For example, militant factions of ethnic groups in Myanmar, such as the United Wa State Army (UWSA), or the National Democratic Alliance Army (NDAA), have been active in the drug trade for decades. They also control the border region with China, Laos and Thailand.

In Thailand and Laos, on the other hand, security forces have only limited control over the remote and sometimes jungle-covered mountains. Borders are permeable, and border controls in Myanmar, for example, are carried out by the same groups that get their financing through drug trafficking.

These jungle highlands are poorly developed economically and a regular economy doesn't have a chance against the immense profits of the drug trade.

A report by the United Nations Office on Drugs and Crime (UNODC) estimates the market volume of the amphetamine trade throughout Southeast Asia to be $30 to 60 billion (€26 to 52 billion). In comparison, the World Bank estimates Myanmar's gross domestic product in 2018 was almost $70 billion.

The immense amount of drug money also corrupts institutions, similar to what happened with the cocaine trade in some South American countries. Parts of the police, military, politics and administration, even monasteries and monks, are all involved in the Southeast Asian drug trade.

Drugs for every market

Traditionally, the Golden Triangle region has been notorious for the cultivation of opium and the production of heroin. But methamphetamines have been gaining market share for years.

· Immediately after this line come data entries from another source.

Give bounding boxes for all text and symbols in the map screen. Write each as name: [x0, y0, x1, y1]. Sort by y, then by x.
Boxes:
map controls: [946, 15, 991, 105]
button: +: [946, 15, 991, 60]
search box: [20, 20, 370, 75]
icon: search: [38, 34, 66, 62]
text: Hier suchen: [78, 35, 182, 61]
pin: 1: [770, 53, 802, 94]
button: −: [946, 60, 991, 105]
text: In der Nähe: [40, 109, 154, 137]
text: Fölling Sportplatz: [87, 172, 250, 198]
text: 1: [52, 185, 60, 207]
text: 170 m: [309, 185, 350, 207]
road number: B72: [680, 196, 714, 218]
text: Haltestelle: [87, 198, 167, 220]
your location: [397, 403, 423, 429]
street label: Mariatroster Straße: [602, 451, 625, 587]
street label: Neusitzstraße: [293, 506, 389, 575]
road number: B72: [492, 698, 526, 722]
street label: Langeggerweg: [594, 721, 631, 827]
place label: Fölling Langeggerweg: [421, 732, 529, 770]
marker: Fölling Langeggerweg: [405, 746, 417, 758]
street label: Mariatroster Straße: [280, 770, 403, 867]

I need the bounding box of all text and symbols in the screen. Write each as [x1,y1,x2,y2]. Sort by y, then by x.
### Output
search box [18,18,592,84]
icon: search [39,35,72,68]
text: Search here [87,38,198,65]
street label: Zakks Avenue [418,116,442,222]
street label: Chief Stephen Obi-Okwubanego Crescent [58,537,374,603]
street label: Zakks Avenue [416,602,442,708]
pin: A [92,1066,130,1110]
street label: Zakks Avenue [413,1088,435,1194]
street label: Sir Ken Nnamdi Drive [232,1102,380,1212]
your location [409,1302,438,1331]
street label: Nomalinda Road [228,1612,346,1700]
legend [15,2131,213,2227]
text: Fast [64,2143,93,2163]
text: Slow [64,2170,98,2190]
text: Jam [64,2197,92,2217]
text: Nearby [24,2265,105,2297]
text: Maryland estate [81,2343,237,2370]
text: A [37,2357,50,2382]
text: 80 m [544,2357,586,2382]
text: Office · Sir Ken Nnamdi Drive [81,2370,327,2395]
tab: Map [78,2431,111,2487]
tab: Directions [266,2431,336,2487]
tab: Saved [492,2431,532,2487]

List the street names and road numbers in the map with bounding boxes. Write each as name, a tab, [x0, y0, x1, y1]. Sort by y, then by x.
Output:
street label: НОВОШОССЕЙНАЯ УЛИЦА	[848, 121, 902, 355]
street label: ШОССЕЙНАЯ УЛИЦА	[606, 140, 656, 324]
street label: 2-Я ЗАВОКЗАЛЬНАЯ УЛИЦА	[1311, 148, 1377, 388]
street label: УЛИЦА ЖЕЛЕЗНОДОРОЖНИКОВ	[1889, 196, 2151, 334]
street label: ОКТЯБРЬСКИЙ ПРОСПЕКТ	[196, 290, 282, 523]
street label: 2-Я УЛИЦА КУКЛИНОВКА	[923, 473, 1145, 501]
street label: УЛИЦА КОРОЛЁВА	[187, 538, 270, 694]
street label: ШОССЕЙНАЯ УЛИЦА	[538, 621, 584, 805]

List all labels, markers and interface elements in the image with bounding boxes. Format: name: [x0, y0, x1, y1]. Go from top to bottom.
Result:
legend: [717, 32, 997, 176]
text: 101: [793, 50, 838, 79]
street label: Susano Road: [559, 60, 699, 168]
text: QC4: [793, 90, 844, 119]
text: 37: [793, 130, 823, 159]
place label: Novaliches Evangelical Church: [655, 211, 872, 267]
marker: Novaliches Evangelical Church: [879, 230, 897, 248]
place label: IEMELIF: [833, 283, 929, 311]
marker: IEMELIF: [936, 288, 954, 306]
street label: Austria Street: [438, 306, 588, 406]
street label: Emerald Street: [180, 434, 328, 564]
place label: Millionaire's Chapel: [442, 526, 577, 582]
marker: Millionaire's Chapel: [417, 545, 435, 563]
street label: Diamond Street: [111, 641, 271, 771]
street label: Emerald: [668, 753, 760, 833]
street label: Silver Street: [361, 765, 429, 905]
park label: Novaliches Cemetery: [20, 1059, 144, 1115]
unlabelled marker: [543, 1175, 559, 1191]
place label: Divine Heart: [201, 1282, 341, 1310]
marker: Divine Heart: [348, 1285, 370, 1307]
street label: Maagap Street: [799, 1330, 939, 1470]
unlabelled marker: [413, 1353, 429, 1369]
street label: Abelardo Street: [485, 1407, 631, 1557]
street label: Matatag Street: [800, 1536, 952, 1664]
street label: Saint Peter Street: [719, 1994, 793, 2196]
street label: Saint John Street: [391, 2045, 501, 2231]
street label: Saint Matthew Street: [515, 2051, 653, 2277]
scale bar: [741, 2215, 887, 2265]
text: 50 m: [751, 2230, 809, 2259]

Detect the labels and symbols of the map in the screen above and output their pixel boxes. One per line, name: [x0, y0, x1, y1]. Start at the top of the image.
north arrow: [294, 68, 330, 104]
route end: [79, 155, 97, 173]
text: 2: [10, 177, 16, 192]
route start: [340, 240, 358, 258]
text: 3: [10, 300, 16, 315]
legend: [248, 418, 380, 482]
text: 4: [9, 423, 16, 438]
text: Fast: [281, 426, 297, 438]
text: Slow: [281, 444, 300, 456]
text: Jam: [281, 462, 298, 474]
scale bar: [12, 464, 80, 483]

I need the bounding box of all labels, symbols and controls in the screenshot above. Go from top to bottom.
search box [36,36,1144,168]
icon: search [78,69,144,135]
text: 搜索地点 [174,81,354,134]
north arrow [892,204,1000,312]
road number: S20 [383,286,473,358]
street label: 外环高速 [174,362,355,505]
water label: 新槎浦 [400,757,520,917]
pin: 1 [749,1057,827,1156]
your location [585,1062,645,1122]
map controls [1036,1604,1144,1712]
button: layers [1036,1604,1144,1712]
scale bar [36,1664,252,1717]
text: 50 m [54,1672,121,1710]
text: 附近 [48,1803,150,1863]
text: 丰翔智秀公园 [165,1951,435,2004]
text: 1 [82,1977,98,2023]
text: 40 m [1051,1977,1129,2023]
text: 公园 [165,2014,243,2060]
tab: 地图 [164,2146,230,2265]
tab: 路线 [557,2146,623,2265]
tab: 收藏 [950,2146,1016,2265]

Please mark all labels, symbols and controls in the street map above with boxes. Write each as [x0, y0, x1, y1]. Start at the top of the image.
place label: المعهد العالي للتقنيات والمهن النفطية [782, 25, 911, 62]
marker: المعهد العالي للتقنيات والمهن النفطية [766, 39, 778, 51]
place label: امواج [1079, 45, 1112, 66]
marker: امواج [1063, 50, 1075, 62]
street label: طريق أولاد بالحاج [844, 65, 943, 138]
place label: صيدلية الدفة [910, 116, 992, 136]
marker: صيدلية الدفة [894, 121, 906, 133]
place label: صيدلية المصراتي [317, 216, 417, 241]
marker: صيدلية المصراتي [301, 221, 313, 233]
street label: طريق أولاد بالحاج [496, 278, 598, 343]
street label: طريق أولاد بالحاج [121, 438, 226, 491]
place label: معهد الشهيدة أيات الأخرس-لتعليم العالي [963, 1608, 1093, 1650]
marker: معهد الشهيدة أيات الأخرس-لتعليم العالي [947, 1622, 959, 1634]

The production of methamphetamines has several advantages over opium cultivation.

Methamphetamine production is not dependent on the harvest cycles of the opium poppy and there is no need for large cultivation areas, only laboratories.

Laboratories can be made mobile and moved if necessary. In recent years, for example, there has been large-scale movement of laboratories from China across the border to Southeast Asian countries, partly due to China's intensified action against the illicit drug trade.

Read more: Thailand's war on drugs targets meth from Myanmar

Infografik - Meth market size in Asia Pacific - EN

These laboratories produce high-grade crystalline methamphetamine, known as "Crystal Meth," which is smuggled and sold in rich countries like Australia, Japan and South Korea.

For markets in poorer nations, labs produce "Yaba" or "Yama," which is a cheap mixture of caffeine and methamphetamine sold as a pill. Yaba is popular in Southeast Asia and South Asia, especially in Bangladesh.

Yama suppresses fatigue, hunger and pain. Users become euphoric and feel stronger and self-confident. The potential for dependence is considerable. Side effects include personality changes, psychosis and paranoia.

The 'drug highway' to South Asia

The trade routes used by cartels are largely based on the old opium trade routes. The United Nations Office on Drugs and Crime (UNDOC) writes: "The same routes that rebels used to drag opium and heroin through the Golden Triangle hills are now used for the methamphetamine trade."

However, the places of origin have changed. Meth for the Japanese and South Korean markets used to mainly come out of China. Today, according to the UNODC, "Southeast Asia is the main source of methamphetamine seized in Japan in 2018. Southeast Asia is the hub of the methamphetamine trade in Asia."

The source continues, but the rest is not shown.